16 CMS argues that Petitioner could have taken the additional precaution of placing the Code Green sheet at other exits in addition to the front desk. CMS Post-hrg. Br. at 7. At the hearing, the state agency surveyor testified that it would have been “prudent” for the facility to place the Code Green sheet near the exit in the West Annex, the area from which Resident 3 eloped. Tr. at 44-45. That particular exit door is not visible from the front desk, so it was easier for Resident 3 to exit the facility undetected. See CMS Ex. 4; see also CMS Ex. 9 at 6 (the doors adjacent to the Memory Care Unit “are low visibility doors.”). The evidence before me is unclear as to whether there is a nursing station near the door through which the resident eloped. The notation that the door is “low visibility” may mean that staff are not routinely near enough to monitor the exit reliably. See CMS Ex. 5 at 9 (Nurse TB told surveyor she did not see anyone near the door “by the time she got down to the exit.”). Perhaps this is why Petitioner decided to stop allowing staff and visitors to enter and exit through this door. See P. Ex. 8 at 6 (¶ 14); P. Ex. 9 at 8 (¶ 15) (door is now solely a fire exit). Because I cannot find by a preponderance of the evidence that placing the Code Green sheet near the West Annex door would have aided in preventing Resident 3 from eloping, I do not rely on the distribution of the Code Green sheet in concluding that the facility failed to comply with 42 C.F.R. § 483.25(d).

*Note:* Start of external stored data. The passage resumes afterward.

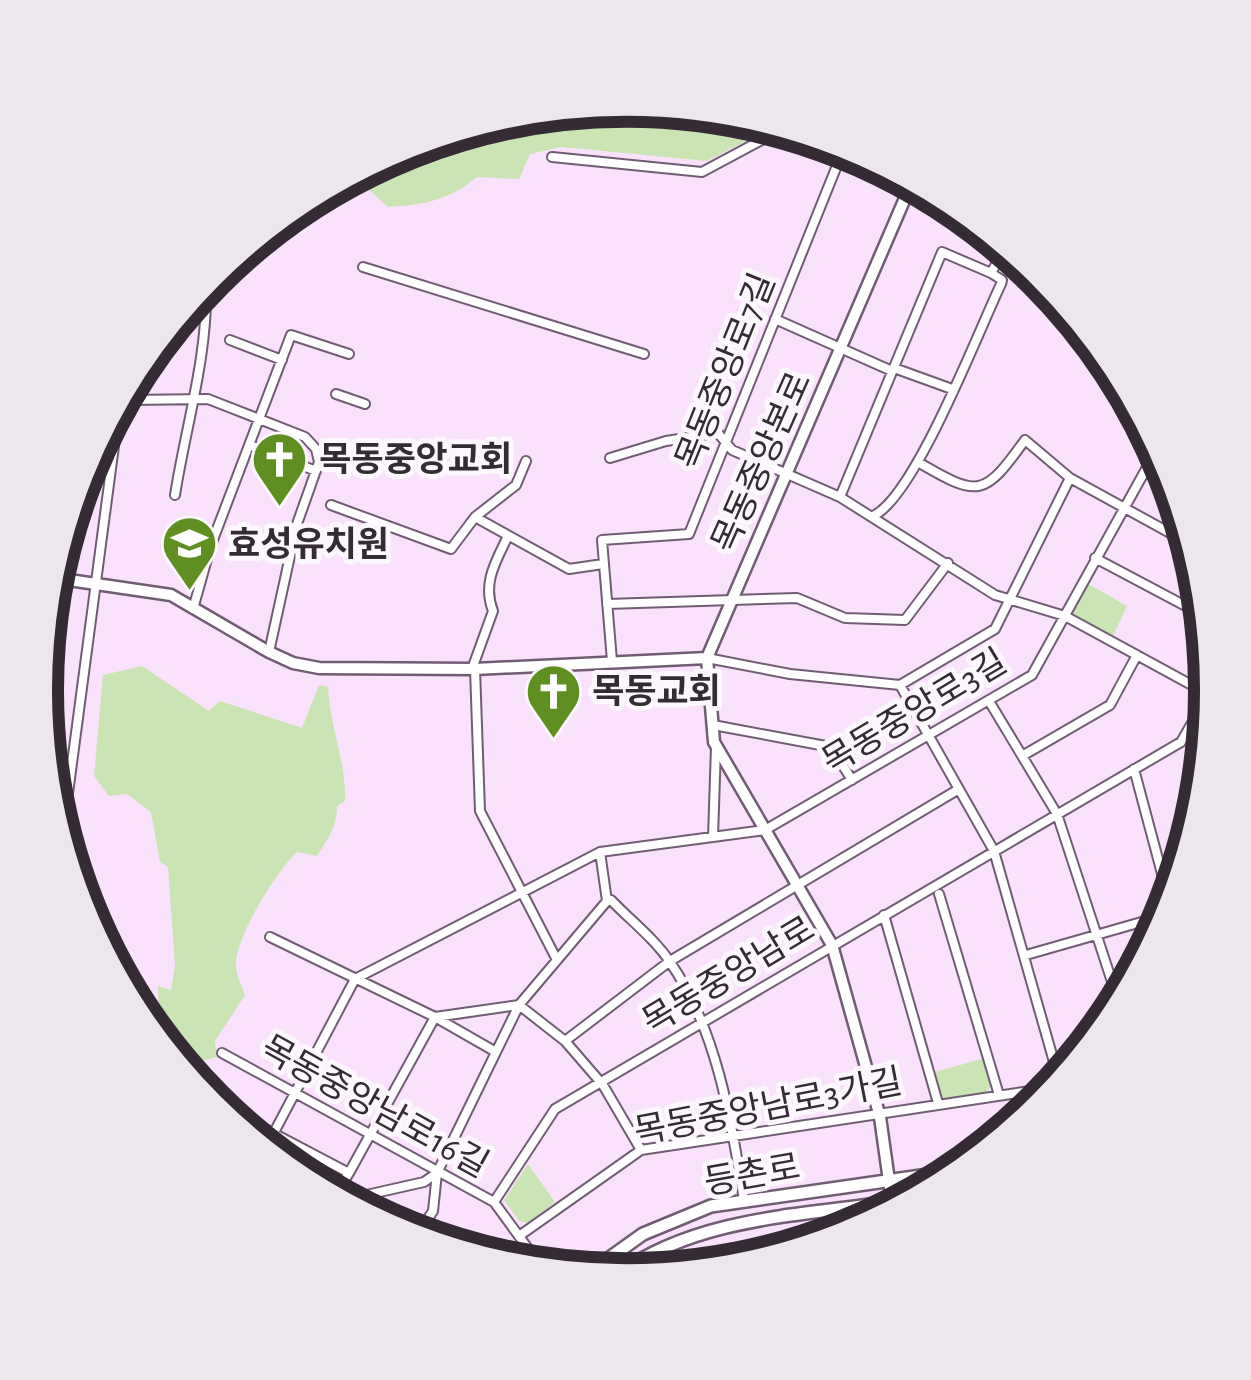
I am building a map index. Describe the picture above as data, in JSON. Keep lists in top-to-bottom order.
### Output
{
  "streets": {
    "main road": ["등촌로"],
    "street": [
      "목동중앙로7길",
      "목동중앙본로",
      "목동중앙로3길",
      "목동중앙남로",
      "목동중앙남로16길",
      "목동중앙남로3가길"
    ]
  },
  "crossings": [
    ["목동중앙로7길", "목동중앙본로"],
    ["목동중앙남로", "목동중앙남로16길"],
    ["목동중앙남로16길", "목동중앙남로3가길"]
  ],
  "places": {
    "church": ["목동중앙교회", "목동교회"],
    "school or university": ["효성유치원"]
  }
}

17 Petitioner challenges CMS’s assertion that Resident 3 was missing “for nearly three hours.” P. Post-hrg. Reply at 11. I infer, based on the record, that Petitioner was unable to locate Resident 3 for approximately two hours (from between 1:50 and 2:00 pm until approximately 4:00 pm). However, the difference between three hours and two hours is not material to my analysis. Decisions of the DAB have upheld findings of immediate jeopardy in cases where the resident eloped undetected and was unsupervised for as few as 10 to 15 minutes. See Golden Age Skilled Nursing & Rehab. Ctr., DAB No. 2026 (2006).
18 Page citations are to the PDF page numbers as displayed on the CMS website. Chapter 3 of the SOM is available at https://www.cms.gov/Regulations-and-Guidance/Guidance/Manuals/Downloads/som107c03pdf.pdf (last visited December 14, 2022).
19 In light of the Supreme Court’s decision in Azar v. Allina Health Services, 139 S. Ct. 1804 (2019), it is unclear what weight, if any, to give sub-regulatory guidance such as CMS manuals when adjudicating an administrative appeal. Certainly, such guidance does not have the force and effect of regulations, which, on their face, authorize CMS to impose CMPs for past noncompliance. 42 C.F.R. § 488.430(b); see also Donelson Place Care and Rehab. Ctr., DAB No. 3046 at 23 (2021) (“past noncompliance” is a term of art meaning “a period of noncompliance which not only began but also was corrected by the facility itself before the survey.”).
20 The record does not reveal whether Petitioner maintained a NATCEP during the period in question.
21 The CMP dollar amount that triggers disapproval of a NATCEP was adjusted upward for 2018. 83 Fed. Reg. at 51,388.
22 As previously explained, with inflation adjustment, the CMP range at the time of the June 2019 survey was $2,140 to $21,393. 83 Fed. Reg. at 51,380.